TASK DIRECTIONS: Every line with "rows" in it should be copied from the data.

INPUT DATA:
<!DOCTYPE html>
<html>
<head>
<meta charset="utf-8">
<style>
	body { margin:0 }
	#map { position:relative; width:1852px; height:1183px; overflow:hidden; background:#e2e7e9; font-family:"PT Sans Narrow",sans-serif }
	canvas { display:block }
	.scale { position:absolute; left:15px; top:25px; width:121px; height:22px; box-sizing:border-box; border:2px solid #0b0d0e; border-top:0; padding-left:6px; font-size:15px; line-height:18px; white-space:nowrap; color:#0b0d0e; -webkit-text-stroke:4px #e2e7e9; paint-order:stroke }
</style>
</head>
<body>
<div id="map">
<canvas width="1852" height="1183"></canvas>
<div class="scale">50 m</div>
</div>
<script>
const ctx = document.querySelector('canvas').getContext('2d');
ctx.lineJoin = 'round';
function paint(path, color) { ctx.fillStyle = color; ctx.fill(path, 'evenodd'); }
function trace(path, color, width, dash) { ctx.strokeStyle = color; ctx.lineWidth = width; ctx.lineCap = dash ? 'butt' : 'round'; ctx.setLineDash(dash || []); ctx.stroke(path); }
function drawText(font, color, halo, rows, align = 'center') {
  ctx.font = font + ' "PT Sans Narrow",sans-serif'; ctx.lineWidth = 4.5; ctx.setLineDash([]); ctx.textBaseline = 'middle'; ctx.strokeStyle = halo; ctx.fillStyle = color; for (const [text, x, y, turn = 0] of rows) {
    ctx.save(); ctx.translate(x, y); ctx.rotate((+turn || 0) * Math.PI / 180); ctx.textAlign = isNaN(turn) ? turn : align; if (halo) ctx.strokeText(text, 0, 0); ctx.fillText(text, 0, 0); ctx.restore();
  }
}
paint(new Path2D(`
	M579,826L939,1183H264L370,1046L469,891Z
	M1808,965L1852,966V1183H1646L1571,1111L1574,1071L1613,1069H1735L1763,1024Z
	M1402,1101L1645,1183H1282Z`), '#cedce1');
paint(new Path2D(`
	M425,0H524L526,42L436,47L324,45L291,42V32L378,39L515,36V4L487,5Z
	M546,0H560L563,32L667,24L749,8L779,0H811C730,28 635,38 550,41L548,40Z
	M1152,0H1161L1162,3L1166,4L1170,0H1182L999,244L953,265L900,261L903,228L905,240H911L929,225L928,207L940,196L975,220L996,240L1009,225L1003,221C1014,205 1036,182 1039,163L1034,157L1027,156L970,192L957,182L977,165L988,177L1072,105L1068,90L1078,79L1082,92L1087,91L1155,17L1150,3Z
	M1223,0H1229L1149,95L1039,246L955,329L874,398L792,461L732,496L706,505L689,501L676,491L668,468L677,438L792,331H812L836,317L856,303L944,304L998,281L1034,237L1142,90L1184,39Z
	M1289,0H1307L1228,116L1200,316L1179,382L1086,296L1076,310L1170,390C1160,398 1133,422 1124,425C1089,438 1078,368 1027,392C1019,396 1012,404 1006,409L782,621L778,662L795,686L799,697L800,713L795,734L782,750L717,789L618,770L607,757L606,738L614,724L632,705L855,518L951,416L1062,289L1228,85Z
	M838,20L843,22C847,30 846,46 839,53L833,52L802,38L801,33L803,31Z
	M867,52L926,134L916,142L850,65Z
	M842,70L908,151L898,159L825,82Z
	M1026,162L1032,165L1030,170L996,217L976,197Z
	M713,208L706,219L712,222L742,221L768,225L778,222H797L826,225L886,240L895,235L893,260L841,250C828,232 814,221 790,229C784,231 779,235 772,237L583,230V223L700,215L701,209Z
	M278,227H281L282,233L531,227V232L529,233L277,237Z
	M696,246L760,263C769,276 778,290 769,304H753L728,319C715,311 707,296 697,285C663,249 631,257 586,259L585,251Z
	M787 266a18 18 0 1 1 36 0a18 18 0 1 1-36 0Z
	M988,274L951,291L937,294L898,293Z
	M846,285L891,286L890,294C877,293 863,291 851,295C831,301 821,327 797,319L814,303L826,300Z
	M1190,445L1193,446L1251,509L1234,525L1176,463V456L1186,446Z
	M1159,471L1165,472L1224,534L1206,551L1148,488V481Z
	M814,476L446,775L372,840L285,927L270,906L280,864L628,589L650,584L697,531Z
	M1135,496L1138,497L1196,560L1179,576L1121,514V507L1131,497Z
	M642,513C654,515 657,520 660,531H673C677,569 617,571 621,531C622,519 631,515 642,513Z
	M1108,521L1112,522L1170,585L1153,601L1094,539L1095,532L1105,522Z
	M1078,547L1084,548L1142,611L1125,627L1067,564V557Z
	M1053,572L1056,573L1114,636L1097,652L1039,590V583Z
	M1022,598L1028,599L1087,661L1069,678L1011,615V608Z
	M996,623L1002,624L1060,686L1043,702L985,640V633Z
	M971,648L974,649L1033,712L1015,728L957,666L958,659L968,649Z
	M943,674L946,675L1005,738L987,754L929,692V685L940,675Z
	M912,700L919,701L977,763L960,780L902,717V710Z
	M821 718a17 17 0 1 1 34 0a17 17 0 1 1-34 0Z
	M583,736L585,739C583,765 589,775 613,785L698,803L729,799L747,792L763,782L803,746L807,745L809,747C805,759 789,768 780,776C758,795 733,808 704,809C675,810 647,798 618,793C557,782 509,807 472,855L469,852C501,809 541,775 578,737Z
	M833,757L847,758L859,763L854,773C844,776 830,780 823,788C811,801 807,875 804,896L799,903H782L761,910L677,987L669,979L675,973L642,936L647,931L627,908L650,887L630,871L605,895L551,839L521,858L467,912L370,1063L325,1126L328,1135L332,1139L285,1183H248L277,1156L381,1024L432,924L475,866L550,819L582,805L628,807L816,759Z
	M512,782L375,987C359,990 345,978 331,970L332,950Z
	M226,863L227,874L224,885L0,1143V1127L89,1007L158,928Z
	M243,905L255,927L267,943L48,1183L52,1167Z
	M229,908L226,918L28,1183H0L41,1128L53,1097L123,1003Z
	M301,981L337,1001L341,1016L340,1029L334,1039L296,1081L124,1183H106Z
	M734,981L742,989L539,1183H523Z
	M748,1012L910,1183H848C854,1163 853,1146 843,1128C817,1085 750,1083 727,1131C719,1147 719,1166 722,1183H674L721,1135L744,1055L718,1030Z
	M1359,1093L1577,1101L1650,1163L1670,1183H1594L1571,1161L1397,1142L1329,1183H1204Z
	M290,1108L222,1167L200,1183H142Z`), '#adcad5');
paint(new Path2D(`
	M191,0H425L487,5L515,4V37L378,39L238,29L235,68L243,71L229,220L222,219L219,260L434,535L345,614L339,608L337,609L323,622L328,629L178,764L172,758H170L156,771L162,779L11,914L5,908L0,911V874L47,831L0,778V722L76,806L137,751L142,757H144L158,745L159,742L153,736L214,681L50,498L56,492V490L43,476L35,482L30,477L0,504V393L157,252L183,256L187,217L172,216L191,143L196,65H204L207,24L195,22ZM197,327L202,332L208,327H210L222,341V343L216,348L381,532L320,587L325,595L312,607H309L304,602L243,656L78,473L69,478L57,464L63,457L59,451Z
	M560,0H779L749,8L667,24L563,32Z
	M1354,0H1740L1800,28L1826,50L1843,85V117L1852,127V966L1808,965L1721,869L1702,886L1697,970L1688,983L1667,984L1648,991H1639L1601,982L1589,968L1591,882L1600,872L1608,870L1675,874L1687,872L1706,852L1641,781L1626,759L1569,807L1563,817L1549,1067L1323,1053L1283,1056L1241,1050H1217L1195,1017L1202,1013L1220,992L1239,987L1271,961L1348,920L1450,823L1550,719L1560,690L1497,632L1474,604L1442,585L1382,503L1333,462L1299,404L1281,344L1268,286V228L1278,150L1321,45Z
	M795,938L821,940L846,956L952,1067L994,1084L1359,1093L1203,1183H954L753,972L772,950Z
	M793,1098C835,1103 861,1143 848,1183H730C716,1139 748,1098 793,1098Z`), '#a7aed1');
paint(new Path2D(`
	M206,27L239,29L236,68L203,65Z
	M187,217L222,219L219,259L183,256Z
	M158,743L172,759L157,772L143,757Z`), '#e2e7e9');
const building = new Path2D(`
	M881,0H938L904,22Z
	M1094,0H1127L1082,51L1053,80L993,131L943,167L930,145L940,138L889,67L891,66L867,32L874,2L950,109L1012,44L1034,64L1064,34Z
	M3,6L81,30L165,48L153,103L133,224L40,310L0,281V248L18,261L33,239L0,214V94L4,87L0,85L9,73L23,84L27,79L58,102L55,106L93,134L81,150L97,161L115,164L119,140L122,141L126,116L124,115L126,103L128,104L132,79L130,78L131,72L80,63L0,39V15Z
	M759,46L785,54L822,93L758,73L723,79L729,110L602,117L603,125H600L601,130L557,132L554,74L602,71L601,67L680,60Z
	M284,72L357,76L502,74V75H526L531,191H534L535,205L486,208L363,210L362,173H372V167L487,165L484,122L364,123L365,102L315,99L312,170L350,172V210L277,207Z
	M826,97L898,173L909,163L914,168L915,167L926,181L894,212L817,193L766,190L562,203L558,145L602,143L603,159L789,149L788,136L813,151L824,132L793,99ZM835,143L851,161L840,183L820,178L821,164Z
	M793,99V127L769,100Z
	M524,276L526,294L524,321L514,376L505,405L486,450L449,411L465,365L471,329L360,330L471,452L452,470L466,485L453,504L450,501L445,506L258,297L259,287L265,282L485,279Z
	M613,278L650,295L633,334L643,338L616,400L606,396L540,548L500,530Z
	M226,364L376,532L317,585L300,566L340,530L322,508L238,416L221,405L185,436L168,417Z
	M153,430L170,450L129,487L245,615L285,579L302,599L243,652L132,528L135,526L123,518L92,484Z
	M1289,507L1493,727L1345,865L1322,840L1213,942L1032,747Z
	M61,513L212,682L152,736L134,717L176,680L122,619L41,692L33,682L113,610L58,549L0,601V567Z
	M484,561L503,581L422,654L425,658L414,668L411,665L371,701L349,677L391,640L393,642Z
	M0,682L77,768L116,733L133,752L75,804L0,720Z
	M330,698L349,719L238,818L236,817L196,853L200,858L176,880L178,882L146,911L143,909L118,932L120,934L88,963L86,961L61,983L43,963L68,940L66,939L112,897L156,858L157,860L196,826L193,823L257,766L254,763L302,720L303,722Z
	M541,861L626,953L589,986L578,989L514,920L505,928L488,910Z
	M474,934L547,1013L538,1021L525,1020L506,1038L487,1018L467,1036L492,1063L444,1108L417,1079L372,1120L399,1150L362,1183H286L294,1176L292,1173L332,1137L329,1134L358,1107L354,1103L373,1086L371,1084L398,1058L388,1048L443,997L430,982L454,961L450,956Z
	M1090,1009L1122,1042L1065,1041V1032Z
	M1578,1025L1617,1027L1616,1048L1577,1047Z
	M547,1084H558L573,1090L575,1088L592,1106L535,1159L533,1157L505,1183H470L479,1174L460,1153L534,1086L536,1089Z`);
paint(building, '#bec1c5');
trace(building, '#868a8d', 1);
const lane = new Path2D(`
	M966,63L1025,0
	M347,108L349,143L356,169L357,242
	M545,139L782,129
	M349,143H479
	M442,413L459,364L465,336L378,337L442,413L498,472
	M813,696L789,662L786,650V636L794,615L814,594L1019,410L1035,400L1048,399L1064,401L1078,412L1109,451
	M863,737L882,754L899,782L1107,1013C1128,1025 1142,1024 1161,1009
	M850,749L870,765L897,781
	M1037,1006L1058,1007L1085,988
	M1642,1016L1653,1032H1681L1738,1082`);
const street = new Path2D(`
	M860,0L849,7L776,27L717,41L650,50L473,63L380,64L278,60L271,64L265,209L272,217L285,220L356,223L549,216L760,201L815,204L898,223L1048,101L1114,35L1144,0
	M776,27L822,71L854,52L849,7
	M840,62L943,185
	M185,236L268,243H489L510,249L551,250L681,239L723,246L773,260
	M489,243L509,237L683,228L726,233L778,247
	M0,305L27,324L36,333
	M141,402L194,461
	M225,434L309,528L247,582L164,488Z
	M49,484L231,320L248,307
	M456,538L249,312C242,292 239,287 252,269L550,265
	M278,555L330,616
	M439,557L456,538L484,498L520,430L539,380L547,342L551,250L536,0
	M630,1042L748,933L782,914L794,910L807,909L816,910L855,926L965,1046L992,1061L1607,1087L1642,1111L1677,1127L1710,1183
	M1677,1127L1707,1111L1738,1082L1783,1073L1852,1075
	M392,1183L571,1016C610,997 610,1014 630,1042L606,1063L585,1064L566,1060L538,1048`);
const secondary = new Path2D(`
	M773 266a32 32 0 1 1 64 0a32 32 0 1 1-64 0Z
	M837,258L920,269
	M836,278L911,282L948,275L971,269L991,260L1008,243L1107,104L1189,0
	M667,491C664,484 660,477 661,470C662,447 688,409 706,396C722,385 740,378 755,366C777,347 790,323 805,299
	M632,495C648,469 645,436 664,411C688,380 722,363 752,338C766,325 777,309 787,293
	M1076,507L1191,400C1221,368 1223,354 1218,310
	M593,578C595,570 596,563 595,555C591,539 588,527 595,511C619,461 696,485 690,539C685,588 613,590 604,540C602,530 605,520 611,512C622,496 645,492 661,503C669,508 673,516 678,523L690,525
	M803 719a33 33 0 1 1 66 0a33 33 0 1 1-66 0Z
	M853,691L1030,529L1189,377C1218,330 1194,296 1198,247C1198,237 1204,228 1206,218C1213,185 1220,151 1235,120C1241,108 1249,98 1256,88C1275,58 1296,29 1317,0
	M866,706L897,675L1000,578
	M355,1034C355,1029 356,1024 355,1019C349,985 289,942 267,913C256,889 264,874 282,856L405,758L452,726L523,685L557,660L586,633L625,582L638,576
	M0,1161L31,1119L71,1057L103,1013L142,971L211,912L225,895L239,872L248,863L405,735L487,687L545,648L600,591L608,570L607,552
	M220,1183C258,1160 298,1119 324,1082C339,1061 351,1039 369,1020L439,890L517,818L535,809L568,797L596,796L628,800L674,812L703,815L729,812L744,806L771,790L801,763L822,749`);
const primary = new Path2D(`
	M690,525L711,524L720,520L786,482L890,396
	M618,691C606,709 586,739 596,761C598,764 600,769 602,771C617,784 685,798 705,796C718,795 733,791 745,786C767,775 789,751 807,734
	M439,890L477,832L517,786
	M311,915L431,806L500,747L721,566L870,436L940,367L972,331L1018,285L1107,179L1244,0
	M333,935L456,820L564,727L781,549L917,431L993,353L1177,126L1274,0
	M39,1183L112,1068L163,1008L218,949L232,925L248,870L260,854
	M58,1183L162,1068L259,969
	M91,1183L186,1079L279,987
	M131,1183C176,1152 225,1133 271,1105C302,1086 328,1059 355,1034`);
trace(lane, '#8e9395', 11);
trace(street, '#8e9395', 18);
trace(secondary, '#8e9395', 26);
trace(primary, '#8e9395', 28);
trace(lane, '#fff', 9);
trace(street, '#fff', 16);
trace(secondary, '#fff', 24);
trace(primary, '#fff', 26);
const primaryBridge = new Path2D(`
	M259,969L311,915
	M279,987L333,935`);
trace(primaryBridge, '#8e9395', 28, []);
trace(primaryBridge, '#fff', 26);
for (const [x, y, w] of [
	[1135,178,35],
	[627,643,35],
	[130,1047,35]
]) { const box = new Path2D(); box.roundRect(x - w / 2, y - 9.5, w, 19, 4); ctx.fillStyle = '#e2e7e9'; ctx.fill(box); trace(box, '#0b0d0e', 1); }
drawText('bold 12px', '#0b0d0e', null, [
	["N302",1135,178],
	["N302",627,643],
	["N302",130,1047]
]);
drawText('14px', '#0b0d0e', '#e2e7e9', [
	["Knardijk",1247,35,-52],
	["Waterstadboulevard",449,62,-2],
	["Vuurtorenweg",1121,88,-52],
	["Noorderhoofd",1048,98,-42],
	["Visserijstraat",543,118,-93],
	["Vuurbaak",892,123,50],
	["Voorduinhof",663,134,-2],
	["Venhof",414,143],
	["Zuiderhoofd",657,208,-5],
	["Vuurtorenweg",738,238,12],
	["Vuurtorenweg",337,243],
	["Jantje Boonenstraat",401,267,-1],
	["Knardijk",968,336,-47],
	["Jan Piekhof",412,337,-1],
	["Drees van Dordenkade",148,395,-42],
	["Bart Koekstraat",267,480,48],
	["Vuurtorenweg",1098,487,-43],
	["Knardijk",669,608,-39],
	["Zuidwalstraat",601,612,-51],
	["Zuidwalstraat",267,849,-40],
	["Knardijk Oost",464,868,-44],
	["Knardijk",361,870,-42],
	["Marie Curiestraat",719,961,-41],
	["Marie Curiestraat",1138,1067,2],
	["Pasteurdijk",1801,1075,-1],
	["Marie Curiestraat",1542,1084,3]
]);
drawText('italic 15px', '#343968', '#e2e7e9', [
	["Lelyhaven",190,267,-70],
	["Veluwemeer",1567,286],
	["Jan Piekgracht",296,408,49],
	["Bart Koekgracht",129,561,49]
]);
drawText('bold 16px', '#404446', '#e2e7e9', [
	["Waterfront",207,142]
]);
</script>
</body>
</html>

ANSWER TO THIS PROBLEM:
function drawText(font, color, halo, rows, align = 'center') {
  ctx.font = font + ' "PT Sans Narrow",sans-serif'; ctx.lineWidth = 4.5; ctx.setLineDash([]); ctx.textBaseline = 'middle'; ctx.strokeStyle = halo; ctx.fillStyle = color; for (const [text, x, y, turn = 0] of rows) {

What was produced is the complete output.